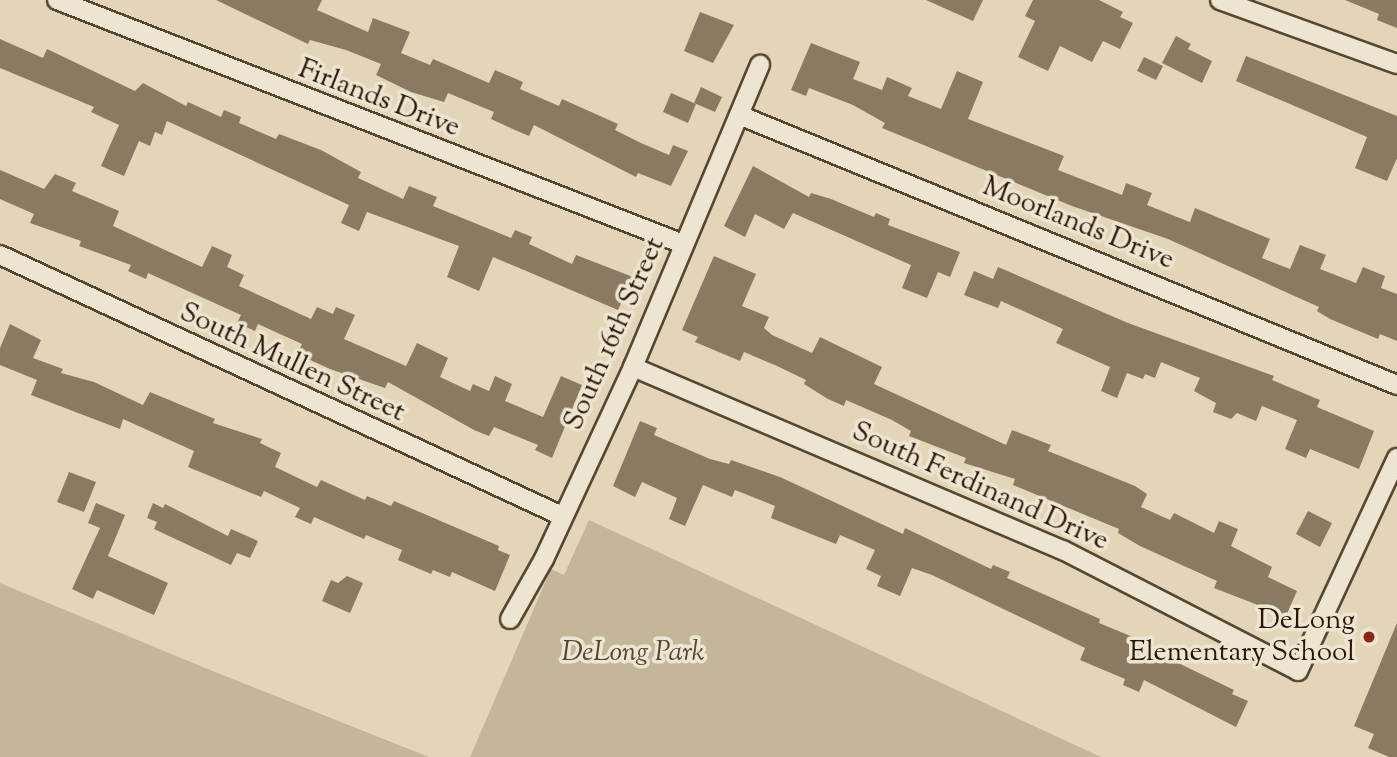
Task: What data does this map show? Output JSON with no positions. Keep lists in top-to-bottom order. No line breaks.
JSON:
{"streets":{"street":["Firlands Drive","Moorlands Drive","South 16th Street","South Mullen Street","South Ferdinand Drive"]},"crossings":[["Firlands Drive","South 16th Street"],["Moorlands Drive","South 16th Street"],["South 16th Street","South Mullen Street"],["South 16th Street","South Ferdinand Drive"]],"parks":["DeLong Park"],"places":["DeLong Elementary School"]}
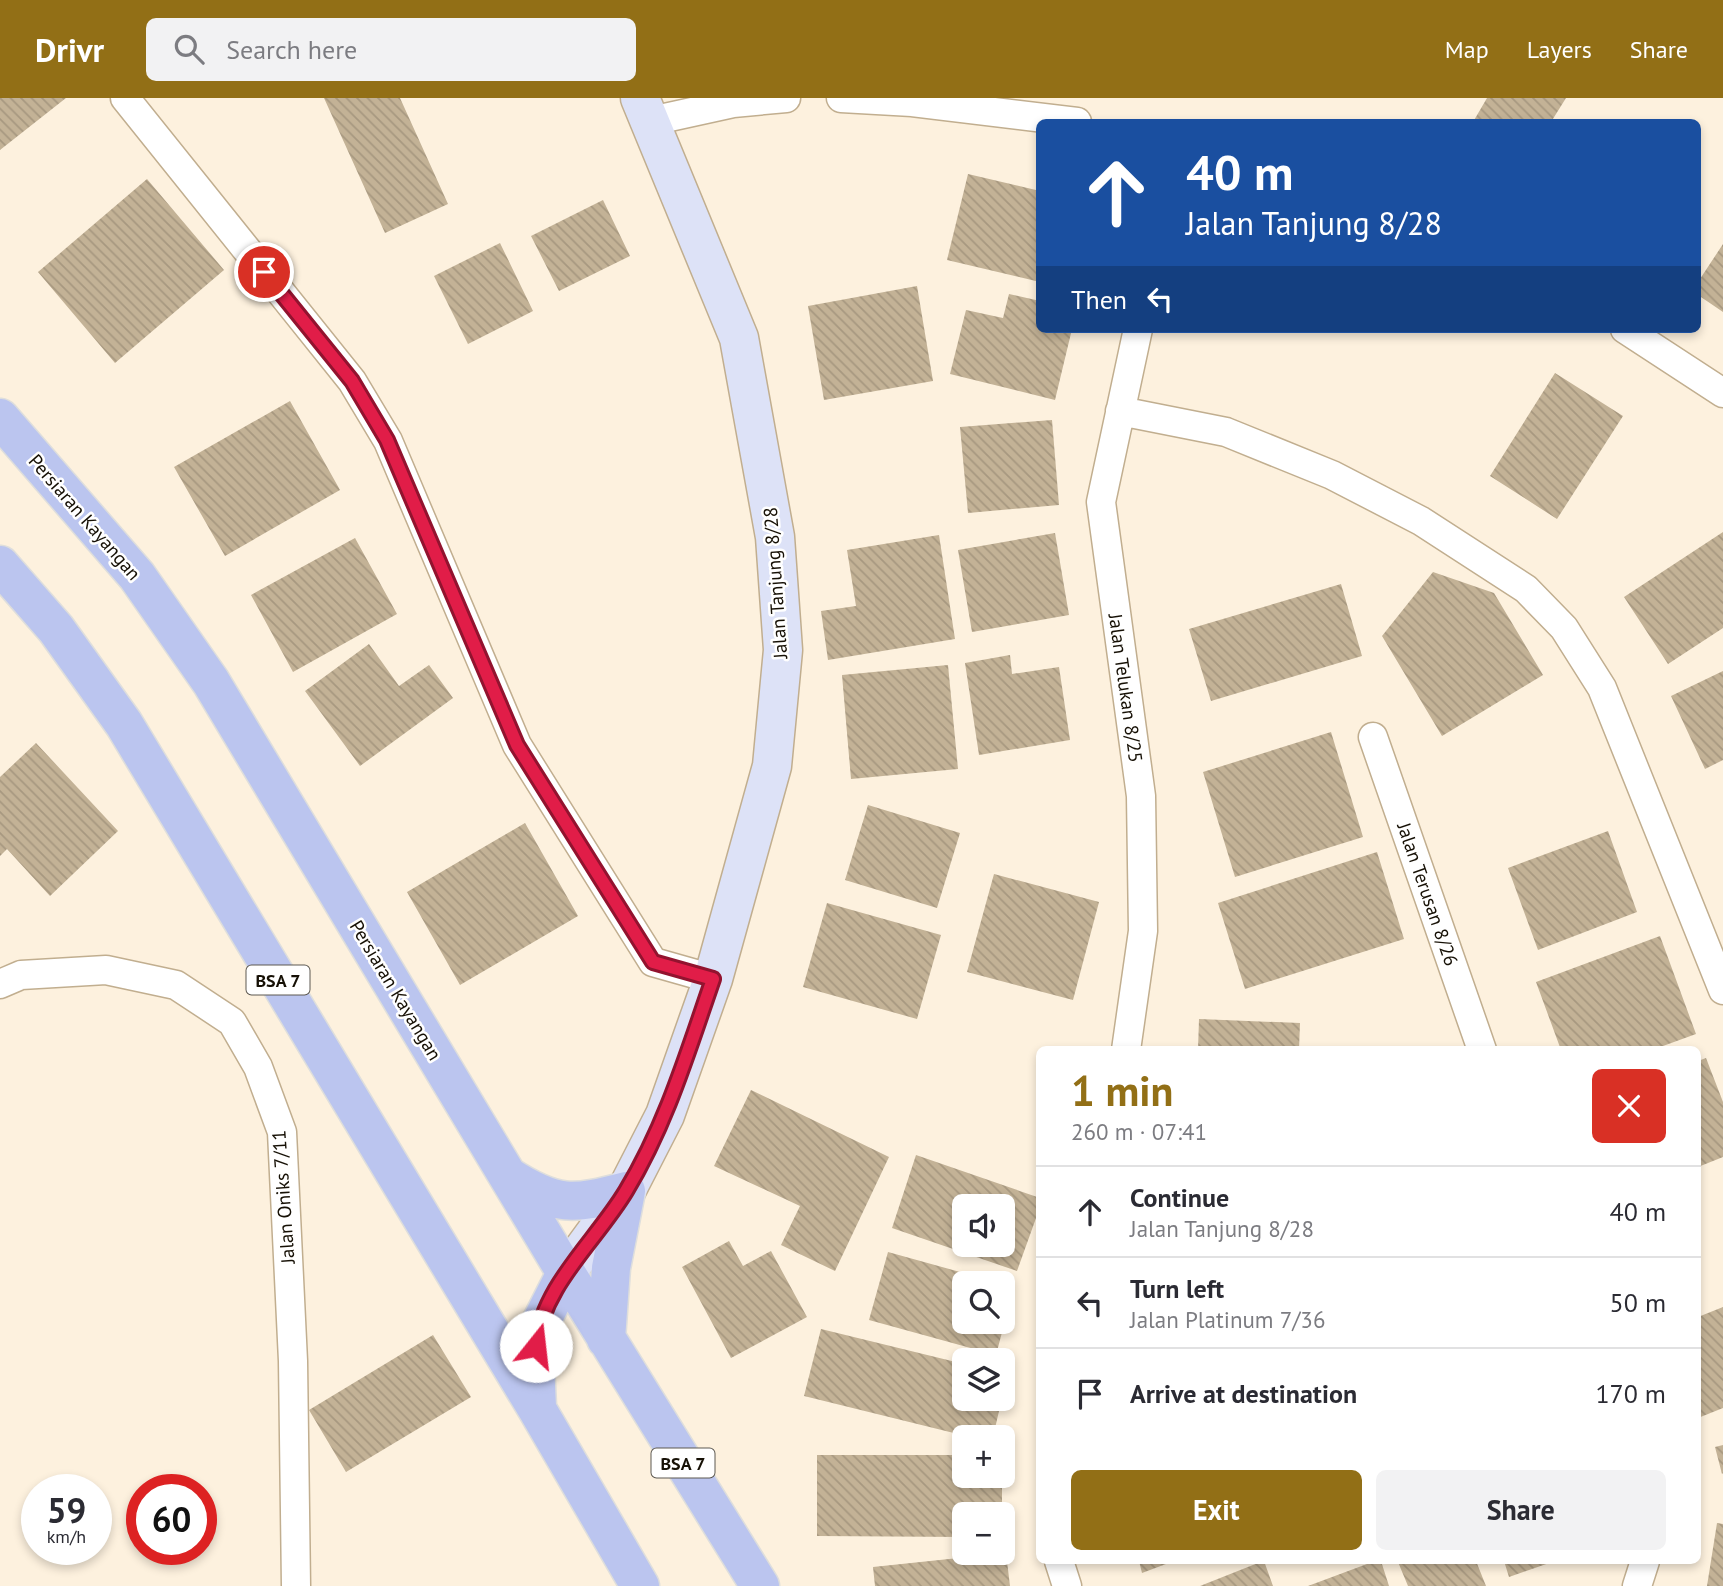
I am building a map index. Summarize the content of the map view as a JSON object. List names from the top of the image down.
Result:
{
  "streets": {
    "main road": ["Persiaran Kayangan", "BSA 7"],
    "street": [
      "Jalan Tanjung 8/28",
      "Jalan Telukan 8/25",
      "Jalan Terusan 8/26",
      "Jalan Oniks 7/11"
    ]
  },
  "crossings": [
    ["Persiaran Kayangan", "Jalan Tanjung 8/28"]
  ],
  "page": {
    "header": "Drivr",
    "search": "Search here",
    "nav": ["Map", "Layers", "Share"],
    "turn": ["40 m", "Jalan Tanjung 8/28"],
    "then": "Then",
    "heading": ["1 min", "260 m · 07:41"],
    "list": [
      {
        "name": "Continue",
        "note": "Jalan Tanjung 8/28",
        "value": "40 m"
      },
      {
        "name": "Turn left",
        "note": "Jalan Platinum 7/36",
        "value": "50 m"
      },
      {
        "name": "Arrive at destination",
        "value": "170 m"
      }
    ],
    "map_buttons": ["+", "−"],
    "buttons": ["Exit", "Share"],
    "speed": "59 km/h",
    "limit": "60"
  }
}
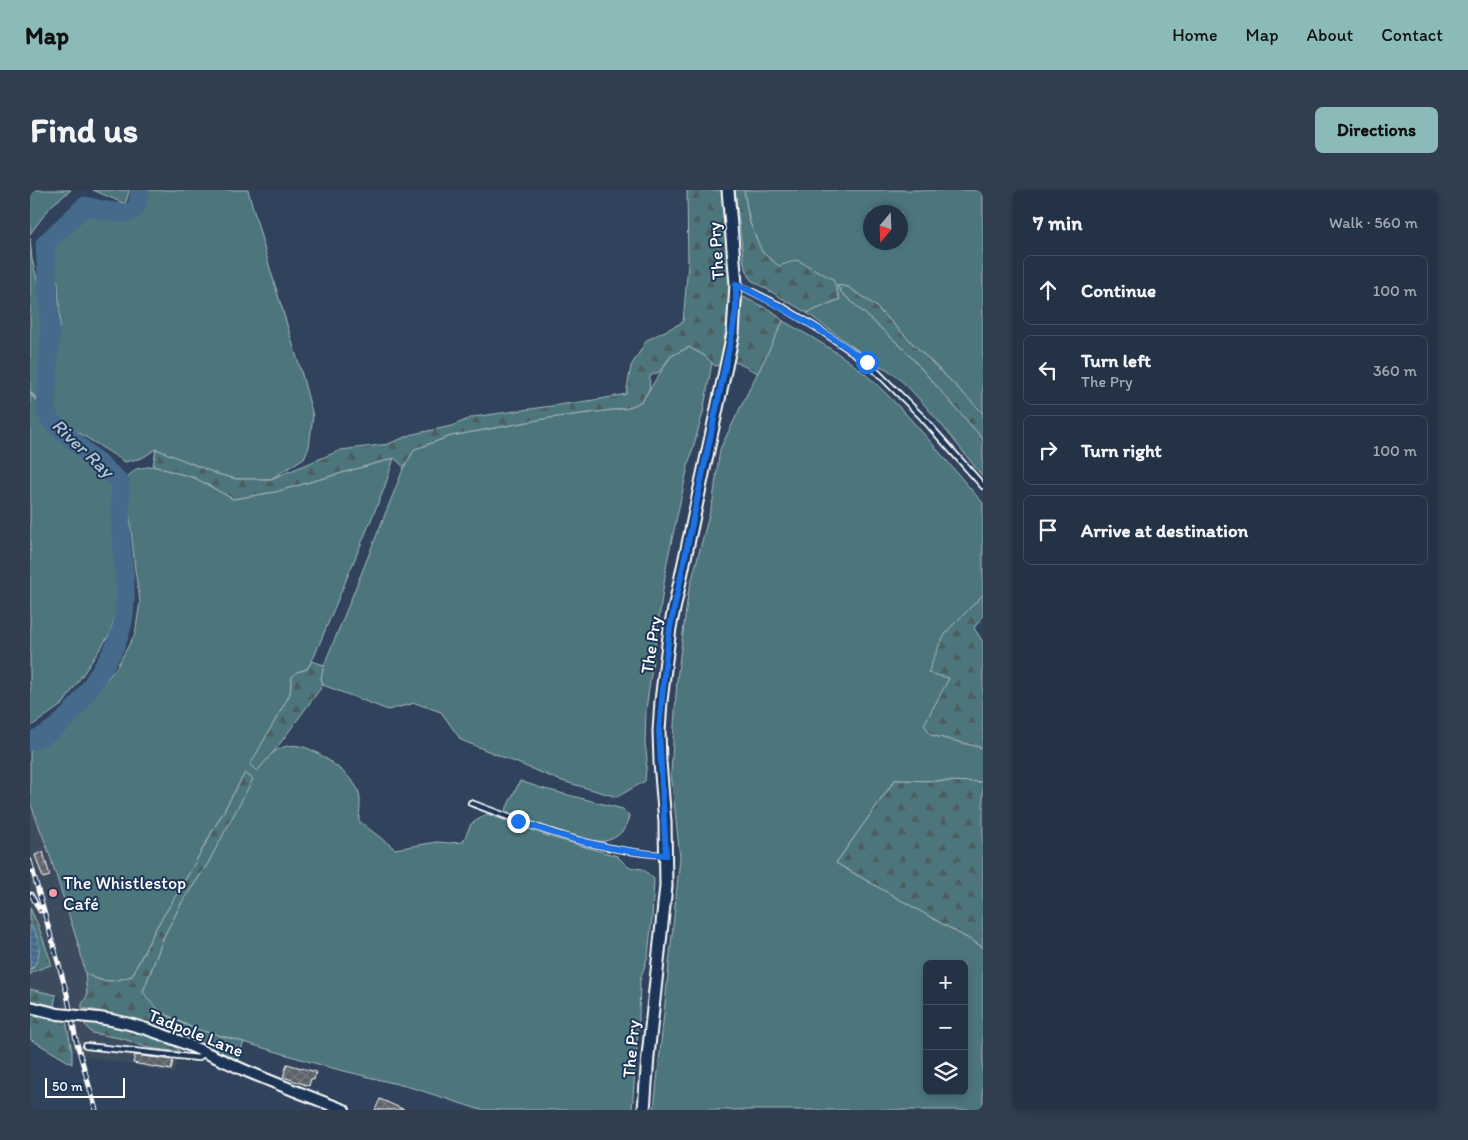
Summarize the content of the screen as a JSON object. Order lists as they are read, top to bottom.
{
  "streets": {
    "main road": ["The Pry"],
    "street": ["Tadpole Lane"]
  },
  "water": ["River Ray"],
  "places": ["The Whistlestop Café"],
  "scale_bar": "50 m",
  "north": "bottom",
  "page": {
    "header": "Map",
    "nav": [
      "Home",
      "Map",
      "About",
      "Contact"
    ],
    "buttons": "Directions",
    "title": "Find us",
    "heading": ["7 min", "Walk · 560 m"],
    "list": [
      ["Continue", "100 m"],
      ["Turn left", "The Pry", "360 m"],
      ["Turn right", "100 m"],
      "Arrive at destination"
    ],
    "map_buttons": ["+", "−"],
    "scale": "50 m"
  }
}
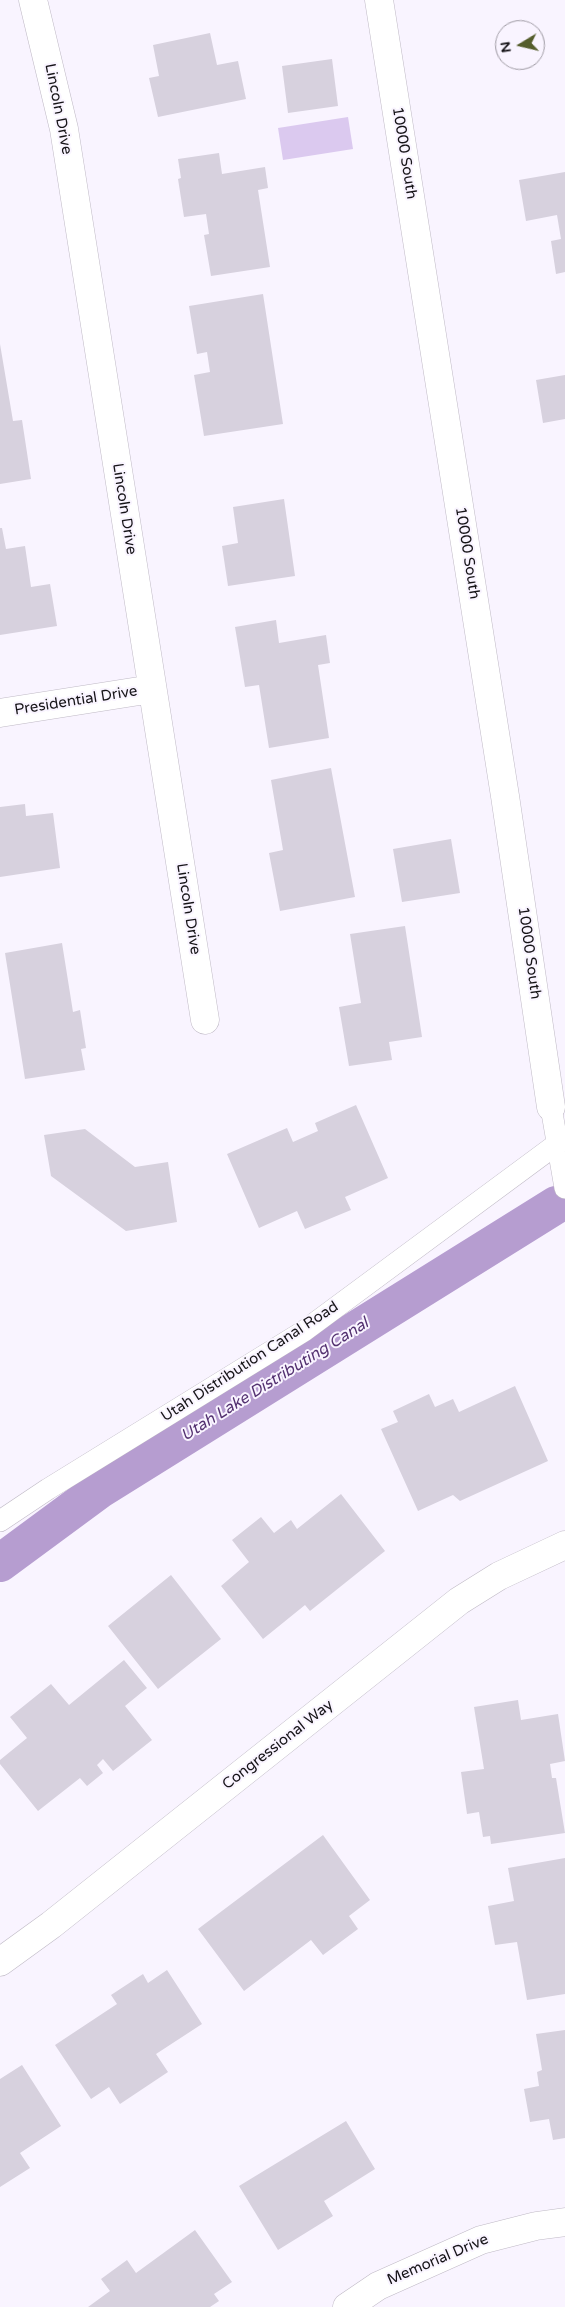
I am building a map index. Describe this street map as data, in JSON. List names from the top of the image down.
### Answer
{
  "streets": {
    "street": [
      "Lincoln Drive",
      "10000 South",
      "Presidential Drive",
      "Congressional Way",
      "Memorial Drive"
    ],
    "lane": ["Utah Distribution Canal Road"]
  },
  "crossings": [
    ["Lincoln Drive", "Presidential Drive"]
  ],
  "water": ["Utah Lake Distributing Canal"],
  "north": "left"
}
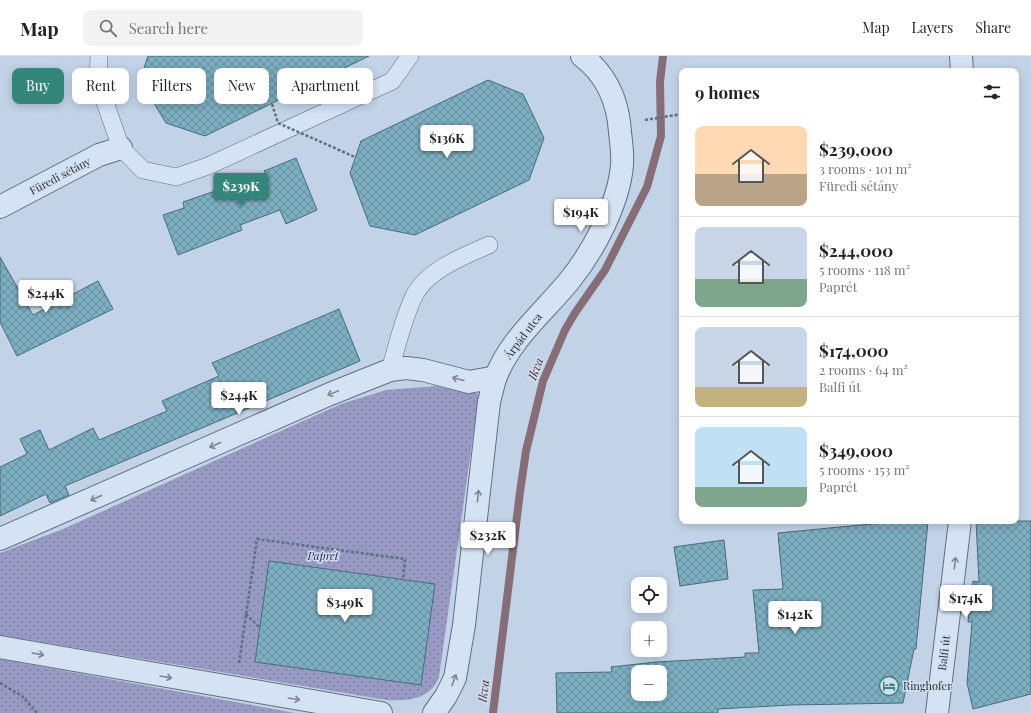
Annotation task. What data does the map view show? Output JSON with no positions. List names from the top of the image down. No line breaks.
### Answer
{"streets":{"street":["Füredi sétány","Árpád utca","Balfi út"]},"one_way":["Árpád utca","Balfi út"],"water":["Ikva"],"parks":["Paprét"],"places":{"hotel":["Ringhofer"]},"page":{"header":"Map","search":"Search here","nav":["Map","Layers","Share"],"chip":["Buy","Rent","Filters","New","Apartment"],"heading":"9 homes","list":[{"name":"$239,000","note":"3 rooms · 101 m² · Füredi sétány"},{"name":"$244,000","note":"5 rooms · 118 m² · Paprét"},{"name":"$174,000","note":"2 rooms · 64 m² · Balfi út"},{"name":"$349,000","note":"5 rooms · 153 m² · Paprét"}],"price":["$136K","$239K","$194K","$244K","$244K","$232K","$174K","$349K","$142K"],"map_buttons":["+","−"]}}
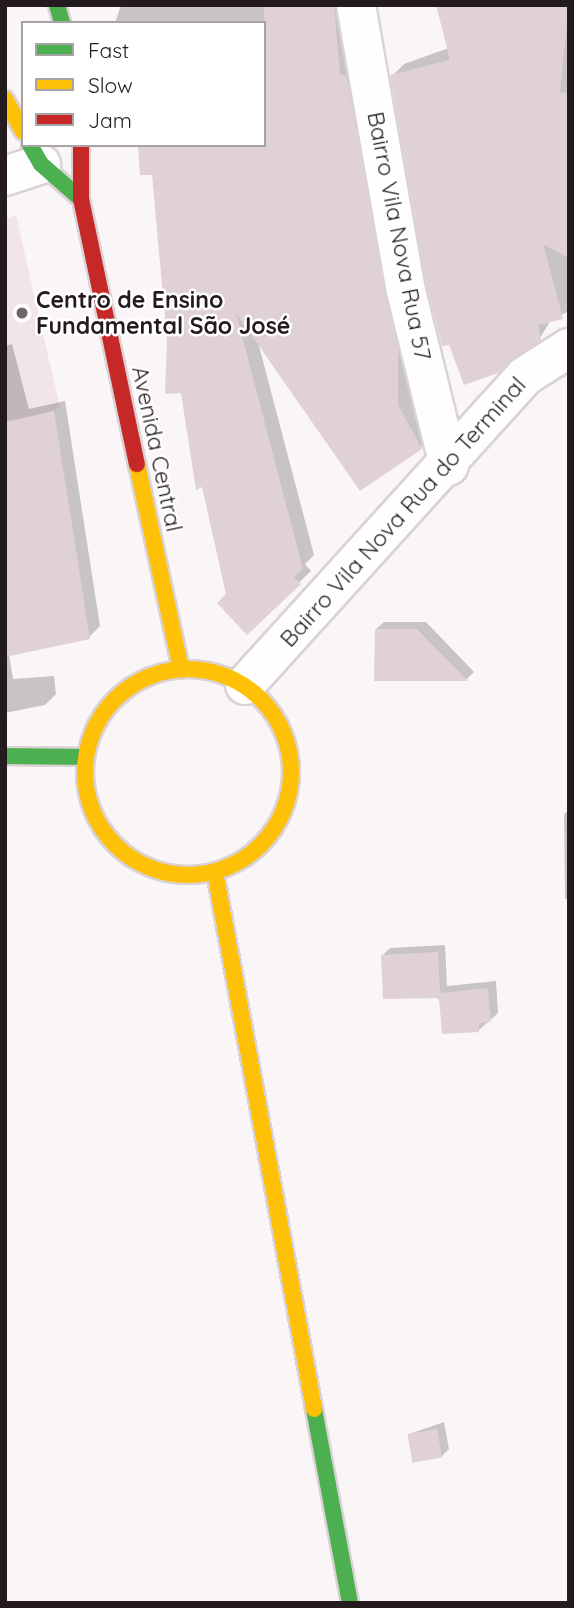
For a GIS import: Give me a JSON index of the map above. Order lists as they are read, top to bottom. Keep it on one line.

---------------

Description of the task: Leaving every picture behind, retype the entries above exactly, from the first line through the line with "I am building a map index. Summarize", and stop there.

Solved exercise:
Task: What data does this map show? Output JSON with no positions. Keep lists in top-to-bottom order. No line breaks.
JSON:
{"streets":{"street":["Firlands Drive","Moorlands Drive","South 16th Street","South Mullen Street","South Ferdinand Drive"]},"crossings":[["Firlands Drive","South 16th Street"],["Moorlands Drive","South 16th Street"],["South 16th Street","South Mullen Street"],["South 16th Street","South Ferdinand Drive"]],"parks":["DeLong Park"],"places":["DeLong Elementary School"]}
I am building a map index. Summarize the content of the map view as a JSON object. List names from the top of the image down.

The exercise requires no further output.